Exactly the lines starting at the line containing "Input: one rendered" and ending at the line containing "Read the map" are to be written out from the listing below, both included.

^^^^^^^^

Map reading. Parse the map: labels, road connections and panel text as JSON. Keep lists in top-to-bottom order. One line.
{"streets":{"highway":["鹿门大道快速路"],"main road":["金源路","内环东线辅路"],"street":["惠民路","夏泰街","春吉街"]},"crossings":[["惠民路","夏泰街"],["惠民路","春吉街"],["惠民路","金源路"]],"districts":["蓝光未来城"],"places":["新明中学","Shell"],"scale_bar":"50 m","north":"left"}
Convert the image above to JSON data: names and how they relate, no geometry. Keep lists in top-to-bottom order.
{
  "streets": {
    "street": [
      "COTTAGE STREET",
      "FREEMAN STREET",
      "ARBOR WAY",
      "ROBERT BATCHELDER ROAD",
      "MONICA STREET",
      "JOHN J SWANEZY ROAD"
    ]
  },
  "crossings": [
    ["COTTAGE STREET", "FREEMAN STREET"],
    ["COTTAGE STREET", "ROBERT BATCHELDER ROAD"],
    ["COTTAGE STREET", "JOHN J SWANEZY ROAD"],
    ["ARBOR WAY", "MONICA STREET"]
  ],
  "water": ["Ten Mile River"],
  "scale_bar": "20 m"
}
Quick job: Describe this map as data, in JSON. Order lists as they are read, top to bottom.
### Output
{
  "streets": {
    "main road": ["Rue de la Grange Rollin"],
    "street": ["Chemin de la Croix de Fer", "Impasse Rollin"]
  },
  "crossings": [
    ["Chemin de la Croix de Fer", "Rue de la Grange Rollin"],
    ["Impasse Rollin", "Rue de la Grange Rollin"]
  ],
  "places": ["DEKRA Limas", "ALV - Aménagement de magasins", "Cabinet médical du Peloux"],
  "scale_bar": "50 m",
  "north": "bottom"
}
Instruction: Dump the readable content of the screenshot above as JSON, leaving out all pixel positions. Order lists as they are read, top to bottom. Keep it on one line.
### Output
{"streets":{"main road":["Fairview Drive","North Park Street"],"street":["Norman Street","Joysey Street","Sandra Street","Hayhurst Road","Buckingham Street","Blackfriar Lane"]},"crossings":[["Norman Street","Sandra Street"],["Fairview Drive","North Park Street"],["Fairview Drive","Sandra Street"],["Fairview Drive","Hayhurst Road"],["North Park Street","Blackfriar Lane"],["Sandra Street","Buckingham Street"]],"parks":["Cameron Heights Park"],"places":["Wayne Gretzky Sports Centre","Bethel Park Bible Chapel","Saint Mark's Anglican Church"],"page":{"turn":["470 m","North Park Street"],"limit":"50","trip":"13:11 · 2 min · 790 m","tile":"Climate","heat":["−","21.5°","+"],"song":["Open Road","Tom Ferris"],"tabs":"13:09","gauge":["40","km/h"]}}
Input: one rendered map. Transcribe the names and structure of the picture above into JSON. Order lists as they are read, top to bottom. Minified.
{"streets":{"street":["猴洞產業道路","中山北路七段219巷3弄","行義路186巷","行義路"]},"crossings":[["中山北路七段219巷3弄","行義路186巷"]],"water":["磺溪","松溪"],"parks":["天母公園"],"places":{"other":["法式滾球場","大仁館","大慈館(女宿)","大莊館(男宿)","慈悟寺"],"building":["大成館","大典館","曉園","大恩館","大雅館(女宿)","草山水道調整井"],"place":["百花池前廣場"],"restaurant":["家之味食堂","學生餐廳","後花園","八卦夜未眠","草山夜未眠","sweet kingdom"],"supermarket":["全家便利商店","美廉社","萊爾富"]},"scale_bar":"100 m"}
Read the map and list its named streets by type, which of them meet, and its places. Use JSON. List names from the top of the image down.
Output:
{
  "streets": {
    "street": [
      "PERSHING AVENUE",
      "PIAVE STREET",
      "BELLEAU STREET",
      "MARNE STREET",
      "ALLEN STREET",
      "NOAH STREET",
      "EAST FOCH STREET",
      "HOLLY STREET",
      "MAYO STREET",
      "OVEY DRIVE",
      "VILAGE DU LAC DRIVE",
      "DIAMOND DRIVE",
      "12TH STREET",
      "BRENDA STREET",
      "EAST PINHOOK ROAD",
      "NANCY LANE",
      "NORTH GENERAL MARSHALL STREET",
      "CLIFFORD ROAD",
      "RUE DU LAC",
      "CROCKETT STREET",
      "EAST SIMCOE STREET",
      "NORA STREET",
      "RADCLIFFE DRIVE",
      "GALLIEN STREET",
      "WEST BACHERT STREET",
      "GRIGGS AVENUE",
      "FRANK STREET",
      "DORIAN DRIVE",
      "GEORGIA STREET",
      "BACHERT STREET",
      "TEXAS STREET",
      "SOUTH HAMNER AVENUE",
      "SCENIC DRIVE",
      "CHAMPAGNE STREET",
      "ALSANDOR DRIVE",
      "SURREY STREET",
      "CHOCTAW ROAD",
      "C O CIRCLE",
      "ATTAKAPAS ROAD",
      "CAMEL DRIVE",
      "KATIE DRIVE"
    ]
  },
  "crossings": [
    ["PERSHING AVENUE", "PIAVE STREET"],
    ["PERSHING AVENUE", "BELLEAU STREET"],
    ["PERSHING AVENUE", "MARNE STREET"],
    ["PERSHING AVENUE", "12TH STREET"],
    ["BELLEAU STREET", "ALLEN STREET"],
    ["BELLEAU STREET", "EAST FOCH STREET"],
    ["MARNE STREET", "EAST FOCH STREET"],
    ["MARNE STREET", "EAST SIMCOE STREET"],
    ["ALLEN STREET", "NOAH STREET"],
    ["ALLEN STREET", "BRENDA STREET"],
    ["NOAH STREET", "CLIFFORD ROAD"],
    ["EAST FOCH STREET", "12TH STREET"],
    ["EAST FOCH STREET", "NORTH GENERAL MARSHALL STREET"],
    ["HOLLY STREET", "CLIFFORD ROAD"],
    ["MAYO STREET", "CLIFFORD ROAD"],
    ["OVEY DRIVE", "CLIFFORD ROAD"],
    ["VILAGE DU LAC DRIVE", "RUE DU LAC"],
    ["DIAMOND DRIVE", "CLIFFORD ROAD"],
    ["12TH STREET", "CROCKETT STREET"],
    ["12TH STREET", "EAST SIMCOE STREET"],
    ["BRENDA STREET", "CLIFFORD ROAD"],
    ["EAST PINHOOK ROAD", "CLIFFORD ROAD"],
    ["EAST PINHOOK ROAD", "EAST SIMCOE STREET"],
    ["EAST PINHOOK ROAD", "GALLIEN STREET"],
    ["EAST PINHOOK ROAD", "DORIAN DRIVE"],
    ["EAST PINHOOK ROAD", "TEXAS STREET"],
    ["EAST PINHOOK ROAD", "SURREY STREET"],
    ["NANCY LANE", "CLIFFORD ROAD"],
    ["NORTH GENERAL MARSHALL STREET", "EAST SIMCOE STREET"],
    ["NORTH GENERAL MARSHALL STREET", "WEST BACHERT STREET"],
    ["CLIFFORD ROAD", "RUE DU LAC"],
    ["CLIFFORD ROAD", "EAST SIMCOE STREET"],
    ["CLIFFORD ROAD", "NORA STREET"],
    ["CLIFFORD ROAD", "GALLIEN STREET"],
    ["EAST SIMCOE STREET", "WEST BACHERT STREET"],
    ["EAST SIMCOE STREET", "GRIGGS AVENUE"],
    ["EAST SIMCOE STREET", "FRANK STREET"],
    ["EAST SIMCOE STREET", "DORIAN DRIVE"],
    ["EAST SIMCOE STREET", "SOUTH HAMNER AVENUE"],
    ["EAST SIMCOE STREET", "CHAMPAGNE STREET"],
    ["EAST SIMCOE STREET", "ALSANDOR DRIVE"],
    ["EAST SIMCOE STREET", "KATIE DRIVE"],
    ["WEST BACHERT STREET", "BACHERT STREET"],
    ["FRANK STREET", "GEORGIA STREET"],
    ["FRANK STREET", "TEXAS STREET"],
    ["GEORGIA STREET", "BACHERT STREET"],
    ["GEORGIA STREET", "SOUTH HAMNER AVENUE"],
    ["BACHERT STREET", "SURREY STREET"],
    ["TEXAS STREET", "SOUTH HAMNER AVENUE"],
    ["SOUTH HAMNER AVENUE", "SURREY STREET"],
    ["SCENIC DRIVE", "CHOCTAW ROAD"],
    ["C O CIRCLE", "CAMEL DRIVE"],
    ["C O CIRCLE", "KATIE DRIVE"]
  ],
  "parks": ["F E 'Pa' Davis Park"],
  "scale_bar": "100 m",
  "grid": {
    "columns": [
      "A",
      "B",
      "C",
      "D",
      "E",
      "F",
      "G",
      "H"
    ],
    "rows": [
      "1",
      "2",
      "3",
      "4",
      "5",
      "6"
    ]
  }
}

^^^^^^^^

ANSWER TO THIS PROBLEM:
Input: one rendered map. Transcribe the names and structure of the picture above into JSON. Order lists as they are read, top to bottom. Minified.
{"streets":{"street":["猴洞產業道路","中山北路七段219巷3弄","行義路186巷","行義路"]},"crossings":[["中山北路七段219巷3弄","行義路186巷"]],"water":["磺溪","松溪"],"parks":["天母公園"],"places":{"other":["法式滾球場","大仁館","大慈館(女宿)","大莊館(男宿)","慈悟寺"],"building":["大成館","大典館","曉園","大恩館","大雅館(女宿)","草山水道調整井"],"place":["百花池前廣場"],"restaurant":["家之味食堂","學生餐廳","後花園","八卦夜未眠","草山夜未眠","sweet kingdom"],"supermarket":["全家便利商店","美廉社","萊爾富"]},"scale_bar":"100 m"}
Read the map and list its named streets by type, which of them meet, and its places. Use JSON. List names from the top of the image down.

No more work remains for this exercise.